From my viewpoint, it's not ideal. Take my word with a grain of salt - I'm not an engineer, just someone who likes researching whatever junk I'm driving at the moment. I hear from a lot of folks that PHEVs with bad cells/packs come disproportionately from owners who never charge the car.
Some of my theories below - I have minimal evidence to back these up...
- Although the current drawn at minimum state of charge should be relatively low, the voltage sag under load stresses the pack. Constantly operating in this state could lead to accelerated chemical degradation. Furthermore, if the car is stored at minimum state of charge, self-discharge, the BMS, and 12v vehicle electronics draining the 12v battery (which the HV needs to top up) can bring the pack below a safe state of charge.

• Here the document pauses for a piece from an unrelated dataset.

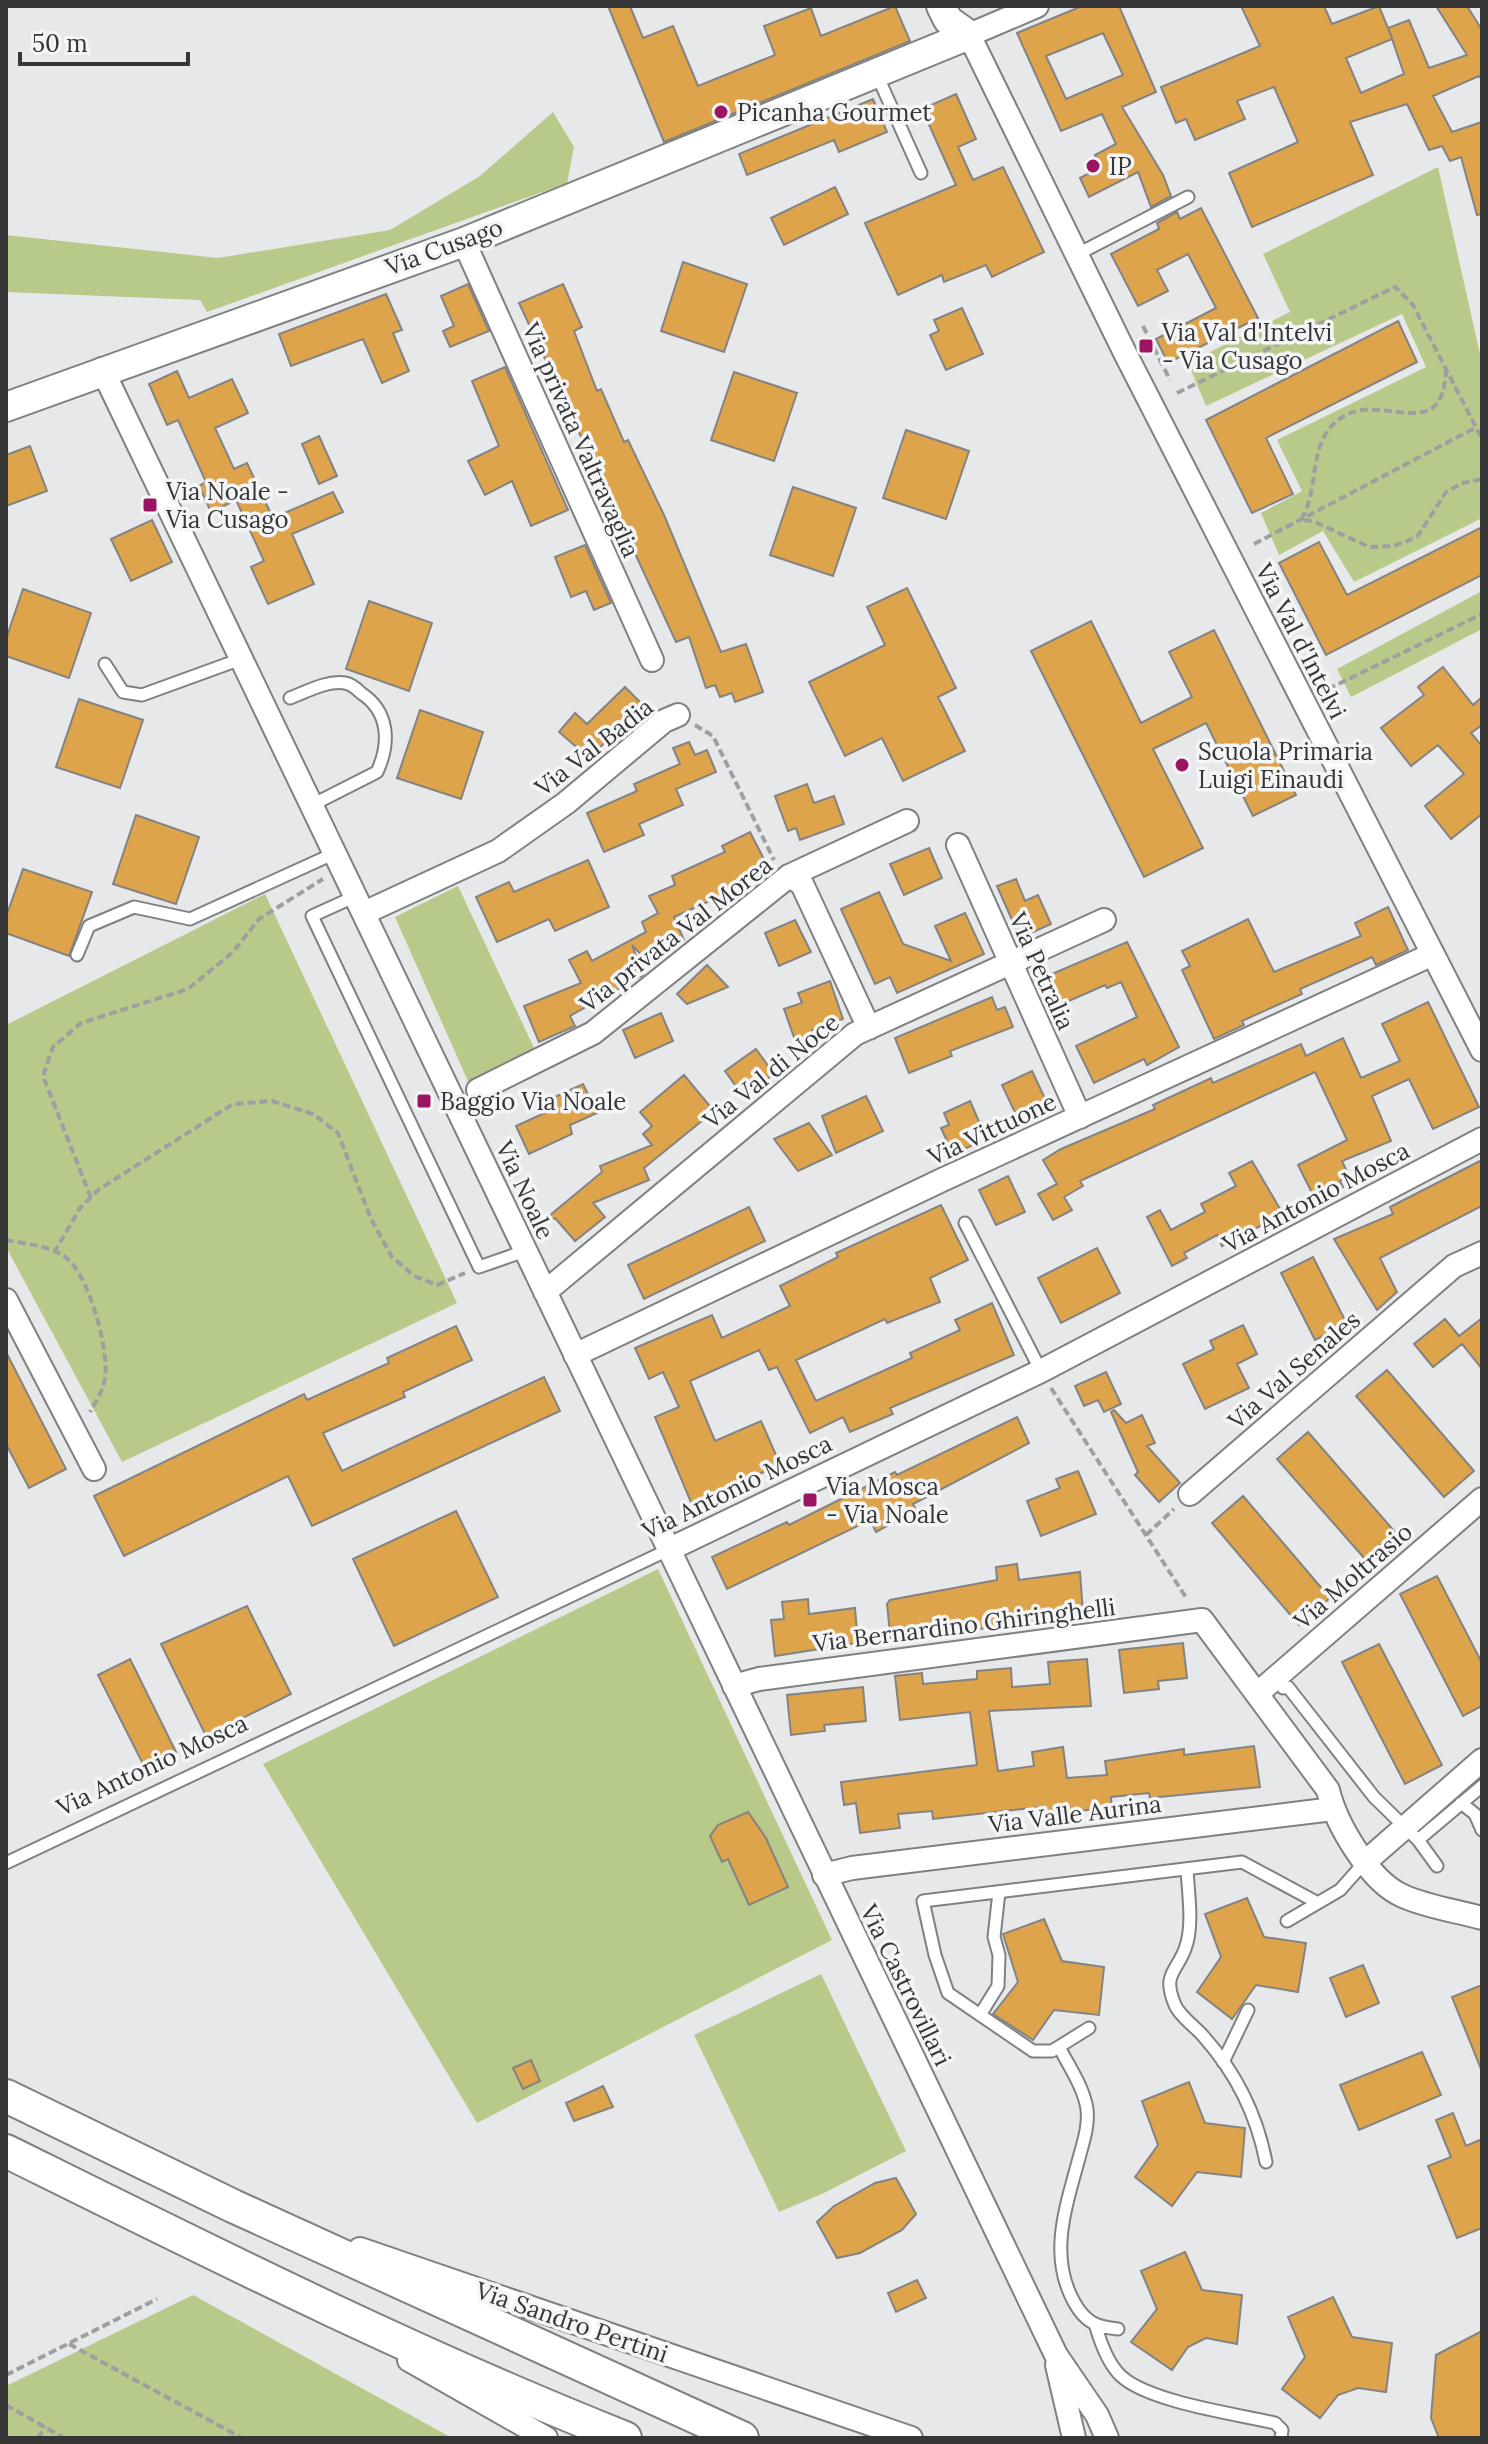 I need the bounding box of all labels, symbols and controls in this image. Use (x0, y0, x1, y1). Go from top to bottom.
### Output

- Cell imbalance tends to be magnified at low state of charge. Packs generally use resistors to bleed current from higher voltage cells for balancing, and at lower states of charge, it takes a long time to balance. "Top balancing" generally happens with every full charge, who knows when balancing happens otherwise, and how long it takes - it varies from make to make.
- Without charging once in a while to recalibrate the BMS, it may store an inaccurate state of health/actual capacity. As batteries age chemically, capacity decreases and internal resistance increases. If the BMS stored state of health is higher than it should be, it could target a lower min SOC than is necessary to prevent damaging voltage sag under load given the battery's current state.
Just my thoughts. Modern battery management systems probably have a lot of this figured out, but if I were in the same situation, I'd probably set my car to at least run in "battery control" mode (or whatever Audi's equivalent is) with the target charge set at 25-30%.